The latter inputs the result of a call to lm() or nls(), and outputs the estimated covariance matrix of your estimated parameter vector. Thus the standard errors of the estimated parameters are the square roots of the diagonal elements of the matrix returned by vcov(). Let’s check that, using the example from the online help for lm():

> ctl <- c(4.17,5.58,5.18,6.11,4.50,4.61,5.17,4.53,5.33,5.14)
> trt <- c(4.81,4.17,4.41,3.59,5.87,3.83,6.03,4.89,4.32,4.69)
> group <- gl(2, 10, 20, labels = c("Ctl","Trt"))
> weight <- c(ctl, trt)
> lm.D9 <- lm(weight ~ group)
> summary(lm.D9)
...
Coefficients:
 Estimate Std. Error t value Pr(>|t|)
(Intercept) 5.0320 0.2202 22.850 9.55e-15
groupTrt -0.3710 0.3114 -1.191 0.249
> diag(sqrt(vcov(lm.D9)))
(Intercept) groupTrt 
 0.2202177 0.3114349 

Sure enough, the standard errors match.  (Were you doubting it? 🙂 )
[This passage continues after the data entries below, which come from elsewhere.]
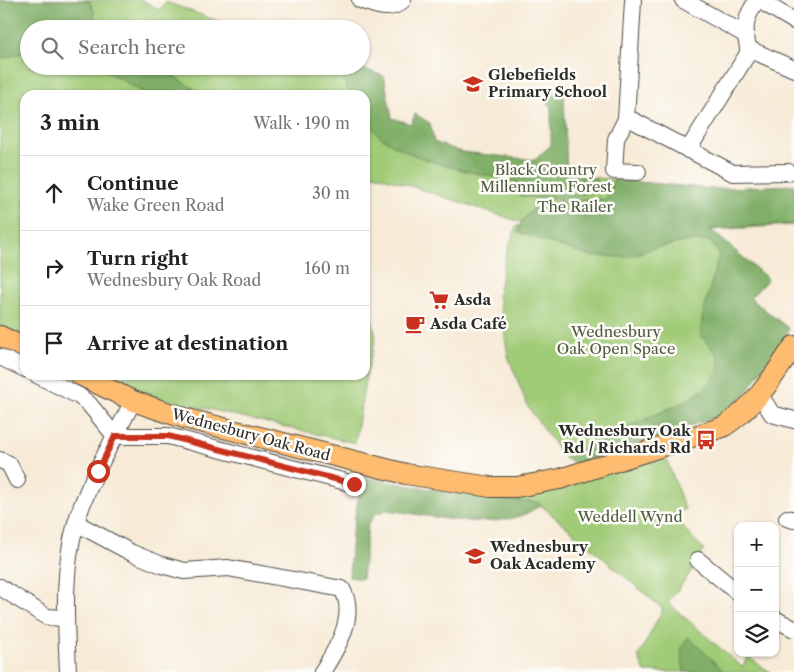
<!DOCTYPE html>
<meta charset="utf-8">
<style>
body{margin:0;font-family:"Libre Caslon Text",serif;background:#f6f6f6;color:#222}
.controls{position:absolute;right:15px;bottom:15px;display:grid;overflow:hidden;border-radius:10px;box-shadow:0 1px 4px #0004}
.controls button{width:45px;height:45px;display:grid;place-items:center;padding:0;border:0;border-bottom:1px solid #e0e0e0;background:#fff;color:#222;font:25px sans-serif}
.stop{position:absolute;width:15px;height:15px;margin:-11px;border:4px solid #c8321e;border-radius:50%;background:#fff}
.stop.end{background:#c8321e;border-color:#fff;box-shadow:0 1px 5px #0008}
.list{margin:0;padding:0;list-style:none}
h2{display:flex;justify-content:space-between;align-items:center;height:65px;margin:0;padding:0 20px;font-size:21px}
h2 small{font-size:16px;font-weight:400;color:#767676}
.list li{display:grid;grid-template-columns:32px 1fr auto;gap:15px;align-items:center;box-sizing:border-box;height:75px;padding:0 20px;border-top:1px solid #e0e0e0}
.list b{display:block;font-size:19px;white-space:nowrap}
.list p{margin:0;font-size:16px;white-space:nowrap;color:#767676}
.list em{font-size:16px;font-style:normal;color:#767676}
.icon{flex:none;width:28px;height:28px;fill:none;stroke:currentColor;stroke-width:2;stroke-linecap:round;stroke-linejoin:round}
.map{position:relative;flex:none;width:794px;height:672px;overflow:hidden}
.search{position:absolute;background:#fff;box-shadow:0 1px 4px #0004;left:20px;top:20px;width:350px;height:55px;display:flex;align-items:center;gap:12px;box-sizing:border-box;padding:0 18px;border-radius:28px;color:#767676;font-size:19px}
.panel{position:absolute;background:#fff;box-shadow:0 1px 4px #0004;left:20px;top:90px;width:350px;height:290px;border-radius:15px}
.map>svg:first-child{display:block}
.green{fill:#a0cb77;stroke:#667b51}
.forest{fill:#80af68;stroke:#566d4a}
.lines{fill:none;stroke-linecap:round;stroke-linejoin:round}
.minor-casing{stroke:#4a4845;stroke-width:18}
.major-casing{stroke:#4a4845;stroke-width:22}
.minor{stroke:#fff;stroke-width:16}
.major{stroke:#fdbc70;stroke-width:20}
.route{stroke:#c8321e;stroke-width:6}
.labels{text-anchor:middle;stroke-width:5;stroke-linejoin:round;paint-order:stroke}
.poi-label{font-size:15px;font-weight:bold;fill:#2b2b2b;stroke:#fdfcf7;text-anchor:start}
.park-label{font-size:15px;fill:#4e5b42;stroke:#fdfcf7}
.street-label{font-size:15px;fill:#2b2b2b;stroke:#fdfcf7}
</style>
<div class="map">
<svg width="794" height="672" viewBox="0 0 794 672">
<rect width="100%" height="100%" fill="#fdfcf7"/>
<filter id="ink" filterUnits="userSpaceOnUse"><feTurbulence type="fractalNoise" baseFrequency=".02" numOctaves="2"/><feDisplacementMap in="SourceGraphic" scale="10" xChannelSelector="R" yChannelSelector="G"/><feConvolveMatrix kernelMatrix="1 2 1 2 8 2 1 2 1" color-interpolation-filters="sRGB"/></filter>
<filter id="wash" filterUnits="userSpaceOnUse"><feTurbulence type="fractalNoise" baseFrequency=".0096" numOctaves="4" result="noise"/><feDisplacementMap in="SourceGraphic" scale="20" xChannelSelector="R" yChannelSelector="G"/><feGaussianBlur stdDeviation="1.12" result="paint"/><feColorMatrix in="noise" values="0 0 0 0 0 0 0 0 0 0 0 0 0 0 0 0 0 1.4 0 .05"/><feComposite in="paint" operator="in"/></filter>
<g filter="url(#wash)">
<rect width="100%" height="100%" fill="#f7ebd8"/>
<!-- green -->
<g class="green">
<polygon points="0,0 143,0 159,10 166,2 240,29 29,29 20,53 29,50 29,66 98,66 148,95 25,95 25,338 0,326"/>
<polygon points="101,66 354,66 377,112 422,147 567,175 711,189 794,185 794,225 710,230 768,279 750,298 789,329 743,398 578,463 565,459 528,407 508,356 498,294 506,254 517,225 563,236 365,171 365,95 172,95"/>
<polygon points="365,289 376,337 365,381 355,443 134,392 100,375 365,375"/>
<polygon points="657,456 666,458 685,509 678,513 685,530 704,549 696,565 668,603 742,667 748,657 770,672 645,672 638,657 663,609 537,502 507,501 501,496"/>
</g>
<!-- forest -->
<g class="forest">
<polygon points="0,0 89,0 94,11 96,29 29,29 29,50 2,59 0,57"/>
<polygon points="98,66 157,66 204,95 148,95"/>
<path d="M337,66H354L384,76L392,118L411,124L415,114L430,123L434,142L462,152L535,160L551,145V107L548,104L546,95L564,93L567,175L596,178L593,190C570,203 546,199 520,196L517,182C476,173 415,163 381,137C375,132 370,125 365,120V95H350Z"/>
<path d="M614,180L711,189L794,185V224L710,229L768,279L750,298L789,329L743,398L729,413L578,463L565,459L596,441L684,402L703,390L718,373L719,357L700,334L703,315L719,254L710,241H689L655,248L627,257L590,256L518,232L521,223L537,203C560,205 584,195 606,200Z"/>
<path d="M362,477L430,489L501,496L507,501L537,502L541,505C534,509 527,514 520,516C479,529 429,515 387,510L375,514L368,525L362,579L349,577L352,534Z"/>
<polygon points="688,637 725,672 684,672 681,650"/>
</g>
</g>
<g filter="url(#ink)">
<g class="lines">
<defs>
<g id="minor">
<path d="M360,0C375,5 390,13 403,0"/>
<polyline points="683,0 746,35"/>
<polyline points="759,0 794,21"/>
<polyline points="749,49 794,69"/>
<polyline points="626,119 633,1"/>
<path d="M688,150L747,55C750,47 746,43 746,35C744,21 750,11 757,0"/>
<polyline points="638,172 614,171 616,139 626,119 634,121 733,173 789,172"/>
<polyline points="0,357 25,369"/>
<polyline points="37,375 79,396 89,404 115,436 168,436 354,484"/>
<polyline points="760,395 772,414 794,420"/>
<polyline points="0,460 9,464 17,480"/>
<polyline points="787,518 794,520"/>
<path d="M76,523L132,553L162,565L184,571L228,568L342,589C358,616 336,650 322,672"/>
<polyline points="698,560 738,593"/>
<polyline points="0,587 47,617 65,618"/>
<polyline points="775,619 794,629"/>
<path d="M68,672C66,623 62,570 76,523C87,484 115,437 133,401"/>
</g>
<g id="major">
<polyline points="0,336 25,348"/>
<path d="M80,375L133,401L184,418L406,474L490,487H517L560,479L723,427C755,407 773,377 794,346"/>
</g>
</defs>
<!-- minor casing -->
<use href="#minor" class="minor-casing"/>
<!-- major casing -->
<use href="#major" class="major-casing"/>
<!-- minor -->
<use href="#minor" class="minor"/>
<!-- major -->
<use href="#major" class="major"/>
</g>
</g>
<g class="lines" filter="url(#ink)">
<!-- route -->
<polyline class="route" points="98,471 115,436 168,436 354,484"/>
</g>
<!-- icons -->
<defs>
<symbol id="school-bare" viewBox="-9 -9 18 18"><path d="M0-5L7-2L0 1L-7-2ZM-4 1L0 2.5L4 1V4Q0 6-4 4Z" fill="#c8321e" stroke="#fdfcf7" stroke-width="2.5" paint-order="stroke"/></symbol>
<symbol id="supermarket-bare" viewBox="-9 -9 18 18"><path d="M-6-5.5h2.5l.6 2H6L4.5 2H-2.5L-4.4-4H-6ZM-1.5 3.2a1.3 1.3 0 1 0 .1 0ZM3 3.2a1.3 1.3 0 1 0 .1 0Z" fill="#c8321e" stroke="#fdfcf7" stroke-width="2.5" paint-order="stroke"/></symbol>
<symbol id="cafe-bare" viewBox="-9 -9 18 18"><path d="M-5.5-4.5H6V0H3Q3 3.5 0 3.5H-2.5Q-5.5 3.5-5.5 0ZM3-3.2v2h1.7v-2ZM-6 4.5H4V6H-6Z" fill="#c8321e" stroke="#fdfcf7" stroke-width="2.5" paint-order="stroke"/></symbol>
<symbol id="bus-bare" viewBox="-9 -9 18 18"><path d="M-5-6H5V4H4V6H2V4H-2V6H-4V4H-5ZM-3.5-4V0h7V-4ZM-3.5 1.2v1.5H-2V1.2ZM2 1.2v1.5H3.5V1.2Z" fill="#c8321e" stroke="#fdfcf7" stroke-width="2.5" paint-order="stroke"/></symbol>
</defs>
<g fill-rule="evenodd">
<use href="#school-bare" x="459" y="70" width="28" height="28"/>
<use href="#supermarket-bare" x="425" y="286" width="28" height="28"/>
<use href="#cafe-bare" x="401" y="310" width="28" height="28"/>
<use href="#bus-bare" x="692" y="426" width="28" height="28"/>
<use href="#school-bare" x="461" y="542" width="28" height="28"/>
</g>
<g class="labels">
<!-- poi labels -->
<g class="poi-label">
<text x="488" y="80">Glebefields<tspan x="488" dy="17">Primary School</tspan></text>
<text x="454" y="305">Asda</text>
<text x="430" y="329">Asda Café</text>
<text x="691" y="436" text-anchor="end">Wednesbury Oak<tspan x="691" dy="17">Rd / Richards Rd</tspan></text>
<text x="490" y="552">Wednesbury<tspan x="490" dy="17">Oak Academy</tspan></text>
</g>
<!-- park labels -->
<g class="park-label">
<text x="546" y="175">Black Country<tspan x="546" dy="17">Millennium Forest</tspan></text>
<text x="575" y="212">The Railer</text>
<text x="616" y="337">Wednesbury<tspan x="616" dy="17">Oak Open Space</tspan></text>
<text x="630" y="522">Weddell Wynd</text>
</g>
<!-- street labels -->
<g class="street-label">
<text transform="translate(251 435) rotate(15)" y="5">Wednesbury Oak Road</text>
</g>
</g>
</svg>
<div class="controls">
<button>+</button>
<button>−</button>
<button><svg class="icon" aria-label="layers" viewBox="0 0 24 24"><path d="M12 4l9 5-9 5-9-5zM3 14l9 5 9-5"/></svg></button>
</div>
<div class="stop" style="left:98px;top:471px"></div>
<div class="stop end" style="left:354px;top:484px"></div>
<div class="search"><svg class="icon" aria-label="search" viewBox="0 0 24 24"><circle cx="10" cy="10" r="6"/><path d="M15 15l6 6"/></svg>Search here</div>
<section class="panel">
<h2>3 min<small>Walk · 190 m</small></h2>
<ul class="list">
<li><svg class="icon" aria-label="ahead" viewBox="0 0 24 24"><path d="M12 20V5M6 11l6-6 6 6"/></svg><div><b>Continue</b><p>Wake Green Road</p></div><em>30 m</em></li>
<li><svg class="icon" aria-label="right" viewBox="0 0 24 24"><path d="M7 20v-9h11M14 6l5 5-5 5"/></svg><div><b>Turn right</b><p>Wednesbury Oak Road</p></div><em>160 m</em></li>
<li><svg class="icon" aria-label="arrive" viewBox="0 0 24 24"><path d="M6 21V4h12l-3 4 3 4H6"/></svg><div><b>Arrive at destination</b></div></li>
</ul>
</section>
</div>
So, the linear case, i.e. lm(), is taken care of.  But unfortunately, there doesn’t seem to be anything for the nonlinear case, nls(). The following code solves that problem:

library(minpack.lm)
library(sandwich)

nlsvcovhc <- function(nlslmout) {
 b <- coef(nlslmout)
 m <- nlslmout$m
 resid <- m$resid()
 hmat <- m$gradient()
 fakex <- hmat
 fakey <- resid + hmat %*% b
 lmout <- lm(fakey ~ fakex - 1)
 vcovHC(lmout)
}

(The names such as fakex, which I should remove, are explained in the last paragraph below.) You can download this code (complete with comments, which I’ve omitted here for brevity) here. The function is applied to the output of nlsLM(), which is a modified version of nls() in the package minpack.lm, which has better convergence behavior.
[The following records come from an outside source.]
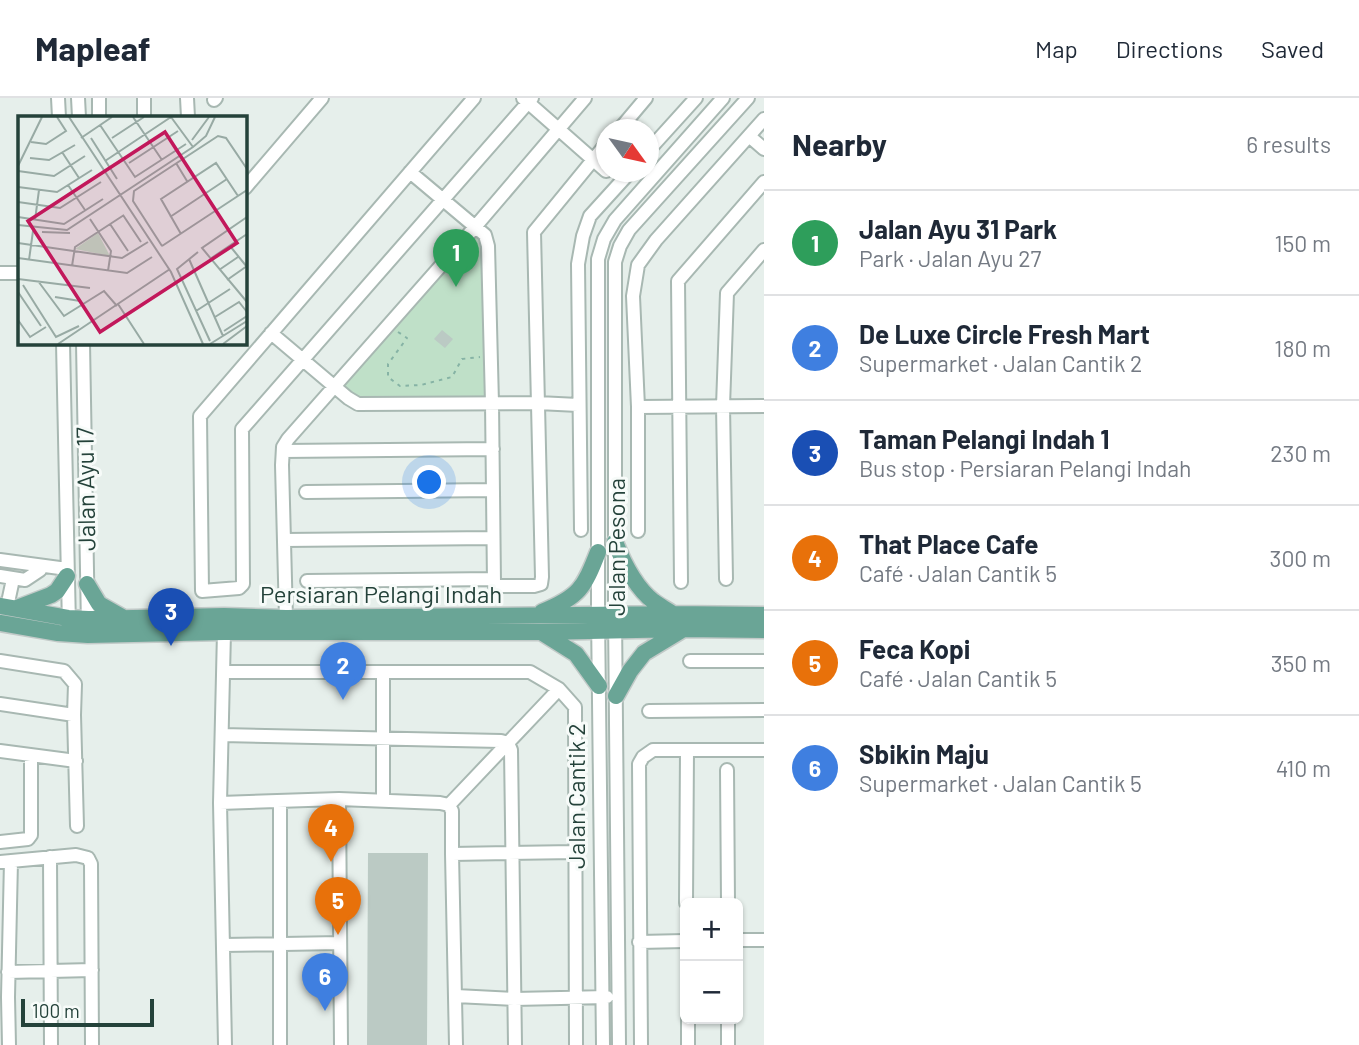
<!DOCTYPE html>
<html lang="en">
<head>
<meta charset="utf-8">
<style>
	body { margin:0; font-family:Barlow,sans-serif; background:#f6f6f7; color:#1f2937 }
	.controls { position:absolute; right:21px; bottom:21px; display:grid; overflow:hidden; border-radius:10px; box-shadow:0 2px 5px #0004 }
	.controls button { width:63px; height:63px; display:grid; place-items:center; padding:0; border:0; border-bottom:2px solid #e0e1e3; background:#fff; color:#1f2937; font:35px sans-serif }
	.compass { position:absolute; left:596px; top:21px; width:63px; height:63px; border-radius:50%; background:#fff; box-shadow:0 2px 5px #0004; rotate:123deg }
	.scale { position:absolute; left:21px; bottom:18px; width:133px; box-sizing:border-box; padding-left:7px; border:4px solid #24423a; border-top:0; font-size:19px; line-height:24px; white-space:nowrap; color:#24423a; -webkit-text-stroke:5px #f7fbf9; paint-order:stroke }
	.you { position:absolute; left:430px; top:385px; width:24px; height:24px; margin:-18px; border:5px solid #fff; border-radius:50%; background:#1a73e8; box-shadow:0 0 0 10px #1a73e833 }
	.badge { display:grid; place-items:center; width:46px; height:46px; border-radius:50%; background:#7f5249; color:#fff; font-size:23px; font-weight:700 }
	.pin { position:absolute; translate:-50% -58px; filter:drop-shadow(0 2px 4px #0008) }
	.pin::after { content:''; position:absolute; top:37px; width:24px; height:21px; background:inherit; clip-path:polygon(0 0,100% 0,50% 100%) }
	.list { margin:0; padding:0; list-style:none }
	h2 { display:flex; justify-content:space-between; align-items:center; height:91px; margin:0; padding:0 28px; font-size:30px }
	h2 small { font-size:23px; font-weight:400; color:#747a83 }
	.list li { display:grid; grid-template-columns:46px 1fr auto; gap:21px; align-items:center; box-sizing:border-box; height:105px; padding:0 28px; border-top:2px solid #e0e1e3 }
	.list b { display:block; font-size:26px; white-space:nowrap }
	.list p { margin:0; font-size:23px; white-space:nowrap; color:#747a83 }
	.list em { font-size:23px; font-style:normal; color:#747a83 }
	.map { position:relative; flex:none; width:764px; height:947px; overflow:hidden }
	header { display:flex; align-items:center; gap:42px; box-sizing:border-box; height:98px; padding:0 35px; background:#fff; border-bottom:2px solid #e0e1e3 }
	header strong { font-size:33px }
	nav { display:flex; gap:38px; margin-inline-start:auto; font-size:24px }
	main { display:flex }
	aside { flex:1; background:#fff }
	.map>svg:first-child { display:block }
</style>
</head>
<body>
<header>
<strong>Mapleaf</strong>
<nav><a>Map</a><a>Directions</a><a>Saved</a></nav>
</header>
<main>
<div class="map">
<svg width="764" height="947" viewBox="0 0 764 947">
	<rect width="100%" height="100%" fill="#e6efeb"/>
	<!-- green -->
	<path fill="#bfe0c8" d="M476,134L482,138L489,302L361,303L340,288Z"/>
	<!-- building -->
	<path fill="#bbcac4" d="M442,232L453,241L445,250L434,241Z
		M368,755H428L427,947H367Z"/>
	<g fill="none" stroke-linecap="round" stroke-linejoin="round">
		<defs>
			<path id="minor" d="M58,0L59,19
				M78,0L79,19
				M99,0V19
				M187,0L188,19
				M474,0L200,318L202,493L239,490L243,486L242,331L532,0
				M523,0L606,73
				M214,2L216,0
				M144,19V0
				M619,32L646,0
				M749,38L764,51
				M648,53L696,0
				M410,74L485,137L488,148L492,305L494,485L495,488H534L541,486L542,479L534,134L606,46
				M245,90L322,0
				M0,175H19
				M271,235L348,300L358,306L538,305L578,307
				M63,245L69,528
				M83,245L88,529
				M638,309L764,308
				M283,353L493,351
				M306,394L493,392
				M581,432L578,166L583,138L590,118L630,74
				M638,433V309L633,198L638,167L656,142L764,21
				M284,442L493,440
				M0,462L67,471
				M0,478L25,482L40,472L41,469
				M726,481L723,308L727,195L764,152
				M307,483L494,481
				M681,484L678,183L764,84
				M7,509L13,481
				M286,520L282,367L283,349L288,341L475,129L585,0
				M224,534L220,705L225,947
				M0,563L64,573L75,586L74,617L77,728
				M690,563H764
				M223,574H530L559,591L575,609L576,947
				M383,574V703
				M0,606L74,617
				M649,613L764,612
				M222,637L501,643L508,645L511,652L515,947
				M0,653L76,663
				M727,672L728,805
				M339,701L341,947
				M280,703V947
				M220,705L339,701L440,705L449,707L452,713V756L456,947
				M449,707L559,591
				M0,744L28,741L31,737V657
				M452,756L575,754
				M50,759L51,947
				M0,764L76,757L88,760L91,766L92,947
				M686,805L687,653
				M738,842H764
				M639,844L685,843
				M223,847L340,845
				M8,874L92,872
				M456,898L514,901L607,899
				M688,921V947
				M728,921V947
				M9,947L8,899L11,763
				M603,947L598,517V161L604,141L615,122L723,0
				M619,947L615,517V164L620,148L629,132L748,0
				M641,947L639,666L643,659L653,652H764"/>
			<path id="major" d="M615,444C623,464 635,489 653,503C659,508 666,511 673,516
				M87,486L99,506L122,519
				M0,508L68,520L88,521L224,518L286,520L673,516L764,517
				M17,510L51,497L57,493L67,478
				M542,514C579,499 584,490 598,454
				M0,525L58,535L88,537L224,534H541L684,531L764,532
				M541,534L576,556L599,588
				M616,598L630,573L644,555L682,532"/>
		</defs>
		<!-- minor casing -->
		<use href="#minor" stroke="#a8b8b2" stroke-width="16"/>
		<!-- major casing -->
		<use href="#major" stroke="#c2cac8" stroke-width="19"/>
		<!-- path -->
		<path stroke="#86b3a5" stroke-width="2" stroke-dasharray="3.5 5" stroke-linecap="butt" d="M398,234L407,240L388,266V279L400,288L421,287L452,279L462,261L480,259"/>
		<!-- minor -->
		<use href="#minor" stroke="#fff" stroke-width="12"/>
		<!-- major -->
		<use href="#major" stroke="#6aa596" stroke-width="16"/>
	</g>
	<g text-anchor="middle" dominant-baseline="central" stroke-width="6" stroke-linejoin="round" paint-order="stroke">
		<!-- street labels -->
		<g font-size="24" fill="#24423a" stroke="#f7fbf9">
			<text transform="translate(85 391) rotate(-91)">Jalan Ayu 17</text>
			<text transform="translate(615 449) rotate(-90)">Jalan Pesona</text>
			<text x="381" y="495">Persiaran Pelangi Indah</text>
			<text transform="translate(575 698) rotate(-90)">Jalan Cantik 2</text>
		</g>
	</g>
	<!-- overview -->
	<g transform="translate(18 18)">
		<rect width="229" height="229" fill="#e6efeb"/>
		<path d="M80,117L92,140L57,133Z" fill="#bfe0c8"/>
		<path fill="none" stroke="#98aaa4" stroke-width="2" d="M51,1L153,156L185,228M115,1L144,44M153,1L175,31M82,9L117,61L168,28M63,22L94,1M73,22L99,63M94,22L126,1M174,24L191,1M13,26L28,28L48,15L39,1M44,36L61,62M12,42L31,44L57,29M87,45L153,1M111,47L160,15M158,47L169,65M0,50L24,1M0,55L36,60L67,40M50,69L67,94M0,71L39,76L74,54M0,86L42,92L83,66M105,99L123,126M0,101L46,108L85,83M152,101L209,63M229,101L184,132L229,186M72,103L93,135L90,155M17,104L21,74M92,108L110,135M0,109L49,114L175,31L188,20L197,1M24,116L52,117M163,118L143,83L198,47L220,80M0,127L104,142L130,126M144,130L115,85L116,75L200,20L208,22L229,53M144,130L229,74M212,130L229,151M180,136L159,153L192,225M0,142L109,157L134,141M171,143L205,220M192,143L229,118M11,144L15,115M54,150L57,131L106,99M201,154L220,141M0,163L72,172M209,164L229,150M20,165L46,200L86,175L99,190M5,169L38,221L61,210M0,176L23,210M37,181L62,185M100,188L126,228M178,195L212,173M197,201L221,186L229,196M0,204L12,221L28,211M206,215L229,200M40,228L152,153M192,228L229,205M205,228L229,210"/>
		<path fill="#c2185b" fill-opacity="0.15" stroke="#c2185b" stroke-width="3.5" d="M147,16L219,127L82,216L10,105Z"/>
		<rect width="229" height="229" fill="none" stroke="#24423a" stroke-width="3.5"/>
	</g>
</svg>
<div class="controls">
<button>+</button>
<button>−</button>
</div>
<svg class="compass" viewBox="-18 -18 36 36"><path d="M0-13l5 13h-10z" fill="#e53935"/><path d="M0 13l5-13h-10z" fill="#747a83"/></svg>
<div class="scale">100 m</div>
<div class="you"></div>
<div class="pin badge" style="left:456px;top:189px;background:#2e9e5b">1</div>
<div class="pin badge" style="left:343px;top:602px;background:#3f7fe0">2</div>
<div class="pin badge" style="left:171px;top:548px;background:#1a4fb4">3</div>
<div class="pin badge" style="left:331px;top:764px;background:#e8710a">4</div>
<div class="pin badge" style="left:338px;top:837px;background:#e8710a">5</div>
<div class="pin badge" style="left:325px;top:913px;background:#3f7fe0">6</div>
</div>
<aside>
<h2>Nearby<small>6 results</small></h2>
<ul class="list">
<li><span class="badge" style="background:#2e9e5b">1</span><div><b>Jalan Ayu 31 Park</b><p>Park · Jalan Ayu 27</p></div><em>150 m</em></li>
<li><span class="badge" style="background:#3f7fe0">2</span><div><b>De Luxe Circle Fresh Mart</b><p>Supermarket · Jalan Cantik 2</p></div><em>180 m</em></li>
<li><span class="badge" style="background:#1a4fb4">3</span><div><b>Taman Pelangi Indah 1</b><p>Bus stop · Persiaran Pelangi Indah</p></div><em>230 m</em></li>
<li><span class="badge" style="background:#e8710a">4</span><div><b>That Place Cafe</b><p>Café · Jalan Cantik 5</p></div><em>300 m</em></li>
<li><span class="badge" style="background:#e8710a">5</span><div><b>Feca Kopi</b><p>Café · Jalan Cantik 5</p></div><em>350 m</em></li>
<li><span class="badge" style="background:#3f7fe0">6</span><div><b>Sbikin Maju</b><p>Supermarket · Jalan Cantik 5</p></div><em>410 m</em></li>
</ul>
</aside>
</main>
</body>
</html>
Here’s an example, using the enzyme data set vmkmki from the CRAN package nlstools. (I removed the last 12 observations, which for reasons I won’t go into here seem to be anomalous.) The nonlinear model here is the one given in the online help for vmkmki.

> regftn <- function(t,u,b1,b2,b3) b1 * t / (t + b2 * (1 + u/b3))
> bstart <- list(b1=1,b2=1, b3=1)
> z <- nls(v ~ regftn(S,I,b1,b2,b3),data=vmkmki,start=list(b1=1,b2=1, b3=1))
> z
Nonlinear regression model
 model: v ~ regftn(S, I, b1, b2, b3)
 data: vmkmki
 b1 b2 b3 
18.06 15.21 22.28 
...
> vcov(z)
 b1 b2 b3
b1 0.4786776 1.374961 0.8930431
b2 1.3749612 7.568837 11.1332821
b3 0.8930431 11.133282 29.1363366

Compare that to using Eickert-White:

ttt# get new z from nlsLM(), not shown
> nlsvcovhc(z)
 fakex1 fakex2 fakex3
fakex1 0.4708209 1.706591 2.410712
fakex2 1.7065910 10.394496 20.314688
fakex3 2.4107117 20.314688 53.086958

This is rather startling! Except for the estimated variance of the first parameter estimate, the estimated variances and covariances from Eickert-White are much larger than what nls()} found under the assumption of homoscedasticity. In other words, nls() was way off the mark. In fact, this simulation code shows that the standard errors reported by nls() can lead, for instance, to confidence intervals having only 60% coverage probability rather than 90%, due to heteroscedasticity, while the above code fixes the problem.

How does that code work? (Optional reading.) Most nonlinear least-squares procedures use a local linear approximation, such as in the Gauss-Newton algorithm. This results computationally in a fake lm() setting. As such, we are already set up to use the delta method. We can then apply vcovHC().